So this means that strong NON-circularity implies NON-circularity. Sure you can invert implications by negating both sides of it. I think this is what you did when you say that "Full circularity implies strong circularity". But I don't think it makes sense to call a grammar that is NOT strongly NON-circular "strong circular". IMHO that would be a confusing term, because it sounds like such a grammar was "even more circular" than other grammars, but it is the opposite - it only fails the strong-non-circularity test which isn't a necessary condition. So such a grammar would rather be "less circular" than other grammars, because it "looks circular" without necessarily being circular. But that doesn't sound right either (because in the end, it is either circular or not). If anything, I would call it "weakly circular", because that property doesn't guarantee anything - to be certain, you still need to apply the full circularity test.

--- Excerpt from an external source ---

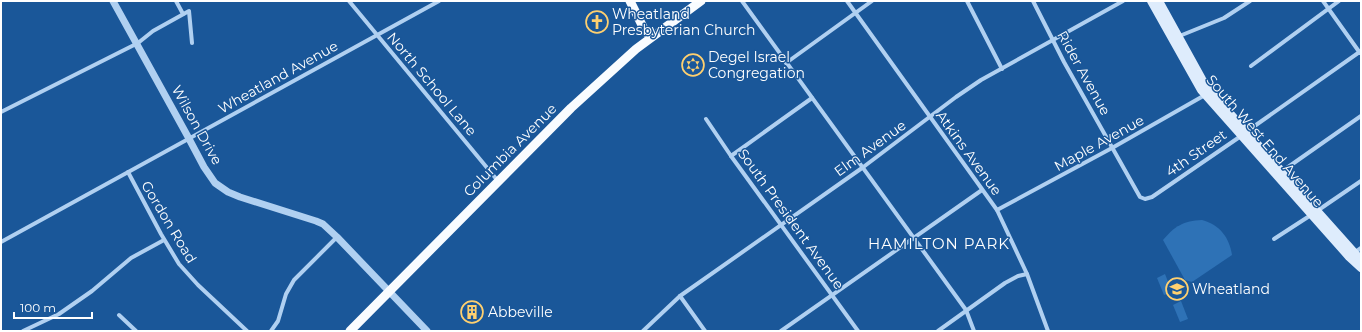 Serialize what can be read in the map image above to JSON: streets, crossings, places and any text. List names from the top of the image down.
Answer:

To adress the question: in practice you usually only work with S-Attribute Grammars, which don't even need to be tested for circularity, because they can't be circular.

I dug out this example (attributes starting with i are inherit attributes, attributes starting with s are synthetic ones):

S -> A
    ix.1 = 1        (1)
    iy.1 = 2        (2)
    sx.0 = sz.1     (3)
A -> A a
    ix.1 = sy.1     (4)
    iy.1 = ix.0     (5)
    sy.0 = sz.1     (6)
    sz.0 = 0        (7)
A -> a
    sy.0 = 0        (8)
    sz.0 = ix.0     (9)
A -> b
    sy.0 = iy.0     (10)
    sz.0 = 0        (11)

this grammar is non-circular, but it fails the strong-non-circularity test, because in the strong-non-circularity test, you take the union of the dependency-sets for the productions of the same nonterminal. So you have the edges for both A->a and A->b together, although they can't appear together (because you can't apply both productions at the same time).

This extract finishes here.